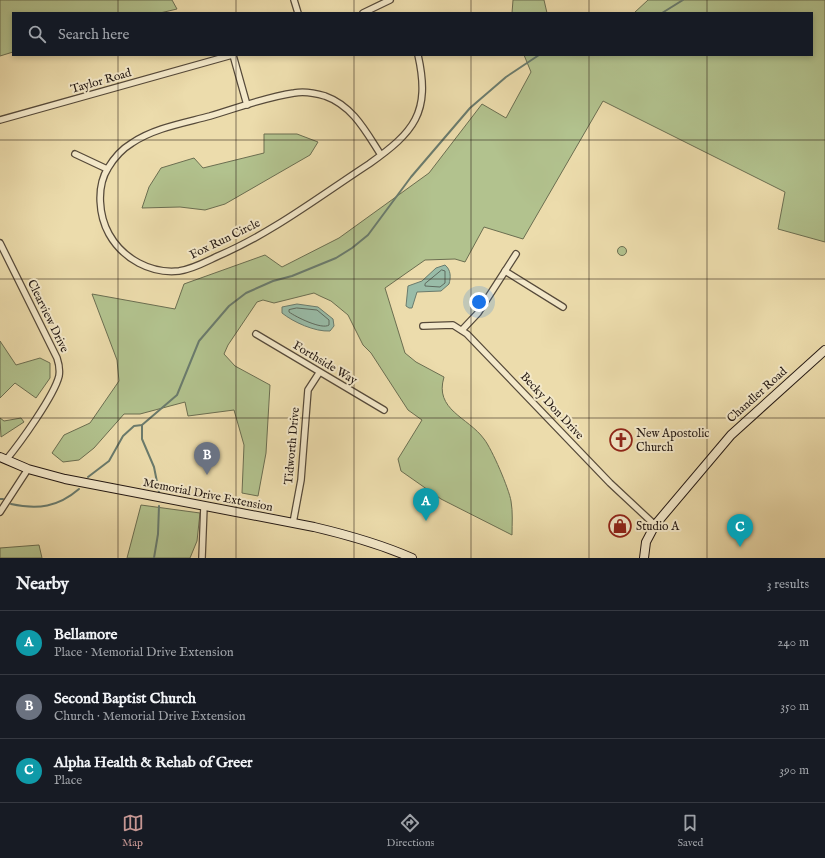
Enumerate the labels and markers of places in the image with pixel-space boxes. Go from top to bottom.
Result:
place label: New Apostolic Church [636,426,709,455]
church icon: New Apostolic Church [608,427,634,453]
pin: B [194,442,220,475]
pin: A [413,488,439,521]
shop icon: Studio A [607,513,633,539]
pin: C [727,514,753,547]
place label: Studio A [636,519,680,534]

• • • • •

The copy must include every record exactly and none of the pictures.

Enumerate the labels and markers of places in the image with pixel-space boxes. Go from top to bottom.
Result:
place label: New Apostolic Church [636,426,709,455]
church icon: New Apostolic Church [608,427,634,453]
pin: B [194,442,220,475]
pin: A [413,488,439,521]
shop icon: Studio A [607,513,633,539]
pin: C [727,514,753,547]
place label: Studio A [636,519,680,534]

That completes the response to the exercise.